(Records contained in a dataset)
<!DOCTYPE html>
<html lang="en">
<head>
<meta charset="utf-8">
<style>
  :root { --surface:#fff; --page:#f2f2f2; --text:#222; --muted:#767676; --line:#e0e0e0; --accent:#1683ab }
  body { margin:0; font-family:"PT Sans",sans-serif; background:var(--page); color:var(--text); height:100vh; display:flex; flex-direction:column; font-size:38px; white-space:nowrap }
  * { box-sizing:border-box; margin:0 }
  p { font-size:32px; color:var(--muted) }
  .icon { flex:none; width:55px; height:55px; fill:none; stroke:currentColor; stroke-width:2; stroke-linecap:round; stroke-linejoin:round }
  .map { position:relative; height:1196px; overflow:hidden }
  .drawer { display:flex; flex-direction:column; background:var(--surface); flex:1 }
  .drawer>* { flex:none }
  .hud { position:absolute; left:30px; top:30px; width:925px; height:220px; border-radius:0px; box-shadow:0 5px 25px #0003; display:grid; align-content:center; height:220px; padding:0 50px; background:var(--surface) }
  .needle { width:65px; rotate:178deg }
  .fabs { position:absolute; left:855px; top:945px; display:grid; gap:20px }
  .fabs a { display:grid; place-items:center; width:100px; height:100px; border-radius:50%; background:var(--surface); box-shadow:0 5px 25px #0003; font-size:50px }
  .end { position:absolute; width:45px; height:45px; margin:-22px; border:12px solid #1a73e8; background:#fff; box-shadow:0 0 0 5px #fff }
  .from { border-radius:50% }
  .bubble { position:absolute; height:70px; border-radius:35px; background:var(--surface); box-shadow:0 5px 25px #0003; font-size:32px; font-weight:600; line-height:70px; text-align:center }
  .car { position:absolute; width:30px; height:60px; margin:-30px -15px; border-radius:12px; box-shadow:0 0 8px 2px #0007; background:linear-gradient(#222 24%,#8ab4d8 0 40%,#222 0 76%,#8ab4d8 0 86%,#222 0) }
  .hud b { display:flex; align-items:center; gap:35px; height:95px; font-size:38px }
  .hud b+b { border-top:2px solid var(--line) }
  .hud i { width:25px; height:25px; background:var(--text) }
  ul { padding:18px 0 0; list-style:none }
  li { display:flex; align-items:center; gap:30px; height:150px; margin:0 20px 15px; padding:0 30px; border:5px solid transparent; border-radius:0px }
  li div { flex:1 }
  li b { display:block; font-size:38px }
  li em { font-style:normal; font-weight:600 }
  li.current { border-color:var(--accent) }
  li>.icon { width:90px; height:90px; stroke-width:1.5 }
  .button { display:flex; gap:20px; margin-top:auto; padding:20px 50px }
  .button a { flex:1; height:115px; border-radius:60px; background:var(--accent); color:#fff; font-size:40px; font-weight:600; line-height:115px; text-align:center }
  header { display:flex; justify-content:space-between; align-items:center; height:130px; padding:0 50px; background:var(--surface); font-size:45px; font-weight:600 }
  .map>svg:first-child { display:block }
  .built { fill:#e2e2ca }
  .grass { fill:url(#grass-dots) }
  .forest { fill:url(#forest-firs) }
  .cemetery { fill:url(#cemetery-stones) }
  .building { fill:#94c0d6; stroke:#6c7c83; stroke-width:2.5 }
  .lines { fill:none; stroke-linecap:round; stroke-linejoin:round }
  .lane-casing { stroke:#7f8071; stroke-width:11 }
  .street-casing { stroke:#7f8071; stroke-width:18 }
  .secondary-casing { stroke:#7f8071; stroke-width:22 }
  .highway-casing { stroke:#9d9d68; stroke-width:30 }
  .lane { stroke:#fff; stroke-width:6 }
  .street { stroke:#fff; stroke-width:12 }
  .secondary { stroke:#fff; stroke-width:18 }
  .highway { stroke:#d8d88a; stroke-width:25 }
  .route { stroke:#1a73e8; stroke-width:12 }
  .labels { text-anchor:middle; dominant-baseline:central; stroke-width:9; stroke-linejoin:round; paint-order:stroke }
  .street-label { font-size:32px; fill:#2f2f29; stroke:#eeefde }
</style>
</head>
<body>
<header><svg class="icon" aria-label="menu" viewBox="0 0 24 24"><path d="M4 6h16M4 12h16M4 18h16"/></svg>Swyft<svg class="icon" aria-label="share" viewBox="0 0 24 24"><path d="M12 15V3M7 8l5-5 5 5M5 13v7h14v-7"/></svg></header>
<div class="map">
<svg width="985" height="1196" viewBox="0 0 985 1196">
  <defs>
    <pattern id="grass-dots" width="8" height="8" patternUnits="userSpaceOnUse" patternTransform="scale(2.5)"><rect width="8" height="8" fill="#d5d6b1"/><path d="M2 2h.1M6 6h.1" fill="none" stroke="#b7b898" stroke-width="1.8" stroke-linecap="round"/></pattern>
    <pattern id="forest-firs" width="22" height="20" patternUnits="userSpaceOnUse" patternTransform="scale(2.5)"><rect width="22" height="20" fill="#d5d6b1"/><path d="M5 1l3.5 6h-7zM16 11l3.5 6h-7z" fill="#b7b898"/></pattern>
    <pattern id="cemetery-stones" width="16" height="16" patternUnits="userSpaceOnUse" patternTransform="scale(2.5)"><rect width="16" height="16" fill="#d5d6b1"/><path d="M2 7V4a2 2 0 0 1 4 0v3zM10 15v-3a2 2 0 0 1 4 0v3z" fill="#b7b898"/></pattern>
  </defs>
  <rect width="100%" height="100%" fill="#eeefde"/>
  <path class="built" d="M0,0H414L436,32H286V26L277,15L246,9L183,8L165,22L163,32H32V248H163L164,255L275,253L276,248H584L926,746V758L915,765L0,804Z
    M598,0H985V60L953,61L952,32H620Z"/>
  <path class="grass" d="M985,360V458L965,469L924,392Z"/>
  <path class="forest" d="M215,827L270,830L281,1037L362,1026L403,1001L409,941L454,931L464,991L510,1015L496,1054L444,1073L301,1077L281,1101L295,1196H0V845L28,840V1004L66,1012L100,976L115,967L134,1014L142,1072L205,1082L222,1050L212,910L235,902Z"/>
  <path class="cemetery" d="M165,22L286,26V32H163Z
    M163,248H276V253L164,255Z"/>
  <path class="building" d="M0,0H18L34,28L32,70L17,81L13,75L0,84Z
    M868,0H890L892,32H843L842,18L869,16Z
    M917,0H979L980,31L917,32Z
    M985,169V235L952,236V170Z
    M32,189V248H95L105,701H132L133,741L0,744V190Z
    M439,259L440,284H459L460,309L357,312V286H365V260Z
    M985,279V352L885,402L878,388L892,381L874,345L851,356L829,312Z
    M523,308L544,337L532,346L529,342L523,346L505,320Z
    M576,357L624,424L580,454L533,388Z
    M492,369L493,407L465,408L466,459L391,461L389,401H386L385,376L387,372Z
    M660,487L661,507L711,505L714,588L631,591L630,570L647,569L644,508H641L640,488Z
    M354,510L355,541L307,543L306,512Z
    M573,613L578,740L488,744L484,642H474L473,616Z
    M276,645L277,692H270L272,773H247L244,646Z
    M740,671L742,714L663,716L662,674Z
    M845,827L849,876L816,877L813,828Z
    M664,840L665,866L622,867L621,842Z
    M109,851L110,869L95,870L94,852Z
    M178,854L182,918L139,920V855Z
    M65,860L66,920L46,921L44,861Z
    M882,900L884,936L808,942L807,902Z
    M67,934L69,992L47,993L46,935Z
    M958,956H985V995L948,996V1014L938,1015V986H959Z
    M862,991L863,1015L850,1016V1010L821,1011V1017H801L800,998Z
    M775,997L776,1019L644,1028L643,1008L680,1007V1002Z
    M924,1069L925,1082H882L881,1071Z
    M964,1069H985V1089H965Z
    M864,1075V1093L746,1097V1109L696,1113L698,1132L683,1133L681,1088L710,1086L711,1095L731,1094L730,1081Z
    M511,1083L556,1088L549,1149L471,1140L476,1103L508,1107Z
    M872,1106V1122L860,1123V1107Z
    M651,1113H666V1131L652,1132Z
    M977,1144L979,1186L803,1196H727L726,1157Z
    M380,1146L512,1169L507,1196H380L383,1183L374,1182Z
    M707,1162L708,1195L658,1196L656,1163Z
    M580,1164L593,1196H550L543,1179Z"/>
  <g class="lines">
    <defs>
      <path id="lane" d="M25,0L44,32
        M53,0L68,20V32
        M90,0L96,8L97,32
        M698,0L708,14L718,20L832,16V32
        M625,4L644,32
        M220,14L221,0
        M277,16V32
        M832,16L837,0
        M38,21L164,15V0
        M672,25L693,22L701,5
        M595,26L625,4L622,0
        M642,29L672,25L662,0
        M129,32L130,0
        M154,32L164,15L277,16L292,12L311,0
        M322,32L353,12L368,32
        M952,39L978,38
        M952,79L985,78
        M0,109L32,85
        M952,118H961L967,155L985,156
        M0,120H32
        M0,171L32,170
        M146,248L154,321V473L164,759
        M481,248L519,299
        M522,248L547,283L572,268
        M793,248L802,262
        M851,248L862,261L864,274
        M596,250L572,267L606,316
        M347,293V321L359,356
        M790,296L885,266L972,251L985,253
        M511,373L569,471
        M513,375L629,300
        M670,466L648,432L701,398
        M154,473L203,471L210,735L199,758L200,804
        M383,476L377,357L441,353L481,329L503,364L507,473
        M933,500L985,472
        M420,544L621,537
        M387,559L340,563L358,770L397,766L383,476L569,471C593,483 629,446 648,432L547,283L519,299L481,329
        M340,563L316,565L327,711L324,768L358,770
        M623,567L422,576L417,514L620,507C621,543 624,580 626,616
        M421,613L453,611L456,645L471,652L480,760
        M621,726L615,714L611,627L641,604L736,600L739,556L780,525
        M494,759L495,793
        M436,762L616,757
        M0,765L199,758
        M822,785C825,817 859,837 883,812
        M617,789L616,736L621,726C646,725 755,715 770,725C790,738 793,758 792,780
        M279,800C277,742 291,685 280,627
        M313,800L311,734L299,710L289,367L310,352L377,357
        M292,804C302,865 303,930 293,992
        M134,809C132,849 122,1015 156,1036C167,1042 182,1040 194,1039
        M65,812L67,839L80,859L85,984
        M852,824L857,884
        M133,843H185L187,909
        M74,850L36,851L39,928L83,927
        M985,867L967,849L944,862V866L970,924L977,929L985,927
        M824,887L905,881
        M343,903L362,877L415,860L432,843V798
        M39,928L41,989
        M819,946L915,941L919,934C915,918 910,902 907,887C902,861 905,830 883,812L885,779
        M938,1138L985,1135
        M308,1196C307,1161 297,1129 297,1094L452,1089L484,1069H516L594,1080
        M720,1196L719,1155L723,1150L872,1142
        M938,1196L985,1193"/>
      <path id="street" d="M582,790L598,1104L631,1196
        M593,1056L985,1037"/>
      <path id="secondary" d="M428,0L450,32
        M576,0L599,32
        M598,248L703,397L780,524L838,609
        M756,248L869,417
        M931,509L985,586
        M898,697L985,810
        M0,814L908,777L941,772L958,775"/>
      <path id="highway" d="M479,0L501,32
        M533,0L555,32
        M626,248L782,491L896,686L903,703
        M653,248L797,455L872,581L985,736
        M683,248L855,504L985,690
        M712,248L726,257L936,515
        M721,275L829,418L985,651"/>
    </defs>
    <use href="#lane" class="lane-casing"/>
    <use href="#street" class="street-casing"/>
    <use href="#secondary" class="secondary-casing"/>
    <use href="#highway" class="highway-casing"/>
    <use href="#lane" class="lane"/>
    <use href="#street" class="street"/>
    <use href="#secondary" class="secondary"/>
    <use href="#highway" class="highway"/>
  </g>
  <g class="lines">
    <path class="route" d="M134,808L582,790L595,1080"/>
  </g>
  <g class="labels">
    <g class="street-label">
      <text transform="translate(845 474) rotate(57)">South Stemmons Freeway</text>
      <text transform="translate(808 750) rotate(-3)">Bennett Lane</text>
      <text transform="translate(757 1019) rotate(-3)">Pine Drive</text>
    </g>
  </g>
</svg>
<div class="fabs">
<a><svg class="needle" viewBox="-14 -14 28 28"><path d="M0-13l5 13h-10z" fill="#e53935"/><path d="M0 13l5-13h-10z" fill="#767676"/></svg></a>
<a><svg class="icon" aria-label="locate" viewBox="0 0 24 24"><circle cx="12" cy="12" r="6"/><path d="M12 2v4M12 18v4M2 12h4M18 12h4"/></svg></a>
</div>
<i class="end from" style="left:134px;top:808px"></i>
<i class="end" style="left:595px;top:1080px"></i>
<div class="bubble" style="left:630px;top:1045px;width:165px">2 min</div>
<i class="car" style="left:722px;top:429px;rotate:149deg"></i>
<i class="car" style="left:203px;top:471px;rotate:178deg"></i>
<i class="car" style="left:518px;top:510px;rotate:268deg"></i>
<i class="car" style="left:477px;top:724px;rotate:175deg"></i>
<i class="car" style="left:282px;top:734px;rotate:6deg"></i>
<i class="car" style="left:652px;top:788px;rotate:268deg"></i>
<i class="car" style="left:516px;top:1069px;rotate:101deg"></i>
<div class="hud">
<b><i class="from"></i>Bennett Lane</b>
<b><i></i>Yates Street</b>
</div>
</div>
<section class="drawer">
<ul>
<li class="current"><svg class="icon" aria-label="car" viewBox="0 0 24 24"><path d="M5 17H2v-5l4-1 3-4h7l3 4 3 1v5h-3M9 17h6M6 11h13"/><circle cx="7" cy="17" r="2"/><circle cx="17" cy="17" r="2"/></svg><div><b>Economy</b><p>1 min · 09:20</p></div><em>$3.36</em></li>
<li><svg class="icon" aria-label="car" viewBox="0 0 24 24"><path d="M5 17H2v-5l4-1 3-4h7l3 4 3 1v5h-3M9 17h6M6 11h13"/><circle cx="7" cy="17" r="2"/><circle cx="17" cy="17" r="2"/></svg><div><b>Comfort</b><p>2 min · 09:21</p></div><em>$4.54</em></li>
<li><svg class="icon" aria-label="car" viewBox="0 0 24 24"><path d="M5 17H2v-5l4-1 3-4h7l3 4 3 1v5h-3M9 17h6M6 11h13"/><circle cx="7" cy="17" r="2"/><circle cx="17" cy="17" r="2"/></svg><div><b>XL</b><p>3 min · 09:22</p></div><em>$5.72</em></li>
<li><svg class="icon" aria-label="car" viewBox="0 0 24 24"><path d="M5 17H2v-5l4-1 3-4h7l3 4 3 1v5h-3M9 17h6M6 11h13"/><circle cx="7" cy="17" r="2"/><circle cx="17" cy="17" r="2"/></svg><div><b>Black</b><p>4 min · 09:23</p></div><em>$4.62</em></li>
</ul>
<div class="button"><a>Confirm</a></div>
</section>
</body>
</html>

● TASK: A word-for-word copy of the lines above from the one with "M845,827L849,876L816,877L813,828Z" through the one with "M0,171L32,170", inclusive, is the only output wanted.

● EXERCISE RESPONSE:
    M845,827L849,876L816,877L813,828Z
    M664,840L665,866L622,867L621,842Z
    M109,851L110,869L95,870L94,852Z
    M178,854L182,918L139,920V855Z
    M65,860L66,920L46,921L44,861Z
    M882,900L884,936L808,942L807,902Z
    M67,934L69,992L47,993L46,935Z
    M958,956H985V995L948,996V1014L938,1015V986H959Z
    M862,991L863,1015L850,1016V1010L821,1011V1017H801L800,998Z
    M775,997L776,1019L644,1028L643,1008L680,1007V1002Z
    M924,1069L925,1082H882L881,1071Z
    M964,1069H985V1089H965Z
    M864,1075V1093L746,1097V1109L696,1113L698,1132L683,1133L681,1088L710,1086L711,1095L731,1094L730,1081Z
    M511,1083L556,1088L549,1149L471,1140L476,1103L508,1107Z
    M872,1106V1122L860,1123V1107Z
    M651,1113H666V1131L652,1132Z
    M977,1144L979,1186L803,1196H727L726,1157Z
    M380,1146L512,1169L507,1196H380L383,1183L374,1182Z
    M707,1162L708,1195L658,1196L656,1163Z
    M580,1164L593,1196H550L543,1179Z"/>
  <g class="lines">
    <defs>
      <path id="lane" d="M25,0L44,32
        M53,0L68,20V32
        M90,0L96,8L97,32
        M698,0L708,14L718,20L832,16V32
        M625,4L644,32
        M220,14L221,0
        M277,16V32
        M832,16L837,0
        M38,21L164,15V0
        M672,25L693,22L701,5
        M595,26L625,4L622,0
        M642,29L672,25L662,0
        M129,32L130,0
        M154,32L164,15L277,16L292,12L311,0
        M322,32L353,12L368,32
        M952,39L978,38
        M952,79L985,78
        M0,109L32,85
        M952,118H961L967,155L985,156
        M0,120H32
        M0,171L32,170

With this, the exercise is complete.